IFC, a member of the World Bank Group, and the government of Canada has formed a financial partnership that will utilise public funding to generate private sector investments to spur renewable energy in Sub-Saharan Africa.

The program, known as Canada-IFC Renewable Energy Program for Africa, will feature the Canadian government contributing US$122 million that the IFC will use to catalyze private sector investment in renewable energy by offering concessional financing mixed with IFC’s own account resources to mitigate a variety of risks that can deter private investment in renewable energy.

This program is expected to improve access to affordable and sustainable energy services, cut down on the dependency of fossil fuels, and bring African countries closer to accomplishing their sustainable development goals.

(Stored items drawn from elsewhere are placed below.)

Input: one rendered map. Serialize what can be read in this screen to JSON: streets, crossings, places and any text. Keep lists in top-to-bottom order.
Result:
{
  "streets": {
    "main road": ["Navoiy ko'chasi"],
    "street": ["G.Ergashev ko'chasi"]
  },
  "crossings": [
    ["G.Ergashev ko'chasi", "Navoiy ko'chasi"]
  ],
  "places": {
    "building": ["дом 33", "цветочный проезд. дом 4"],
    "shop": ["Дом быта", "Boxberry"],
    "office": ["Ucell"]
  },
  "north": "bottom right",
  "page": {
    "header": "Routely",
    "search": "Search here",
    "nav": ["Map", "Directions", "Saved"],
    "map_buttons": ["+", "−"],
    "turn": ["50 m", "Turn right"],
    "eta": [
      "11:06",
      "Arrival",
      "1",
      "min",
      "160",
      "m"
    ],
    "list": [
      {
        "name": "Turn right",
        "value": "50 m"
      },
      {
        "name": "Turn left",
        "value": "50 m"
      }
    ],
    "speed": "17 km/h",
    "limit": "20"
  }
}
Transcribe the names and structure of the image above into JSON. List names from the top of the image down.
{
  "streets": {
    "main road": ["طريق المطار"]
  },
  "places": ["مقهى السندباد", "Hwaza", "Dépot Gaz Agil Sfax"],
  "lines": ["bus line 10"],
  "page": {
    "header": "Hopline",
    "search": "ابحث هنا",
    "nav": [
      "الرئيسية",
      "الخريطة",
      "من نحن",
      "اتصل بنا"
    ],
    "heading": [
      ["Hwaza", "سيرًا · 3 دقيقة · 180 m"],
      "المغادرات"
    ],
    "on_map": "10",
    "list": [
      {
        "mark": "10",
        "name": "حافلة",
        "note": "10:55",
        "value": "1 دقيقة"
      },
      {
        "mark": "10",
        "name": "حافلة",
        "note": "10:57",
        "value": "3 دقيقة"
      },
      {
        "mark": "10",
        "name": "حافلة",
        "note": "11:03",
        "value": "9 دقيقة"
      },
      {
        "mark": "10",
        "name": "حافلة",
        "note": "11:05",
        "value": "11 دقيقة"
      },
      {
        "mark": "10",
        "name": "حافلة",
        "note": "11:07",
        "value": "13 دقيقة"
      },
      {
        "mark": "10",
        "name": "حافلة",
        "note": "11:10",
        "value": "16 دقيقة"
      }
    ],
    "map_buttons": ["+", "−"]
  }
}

The Canadian government’s contribution goes along with its commitment under the 2015 Paris Agreement — along with being aligned with the principles of the Africa Renewable Energy Initiative, which seeks to ramp up renewable-energy generation in Africa.

Marie-Claude Bibeau, Canada’s Minister of International Development, said: “Tackling climate change is a main priority for this generation and harnessing the abundance of natural resources in Africa to provide clean and sustainable energy is a step in that direction. Canada is proud to be a part of this initiative that builds on our successful blended finance partnership with the IFC-Canada Climate Change Program.”

IFC CEO Philippe Le Houérou added: “Creating opportunities for investment in renewable energy is essential for the people of Africa—and good for the world. The expansion of renewable energy in Africa has already generated tens of thousands of local jobs, and there is significant potential for additional economic and development gains in new areas like energy storage and off-grid solar.”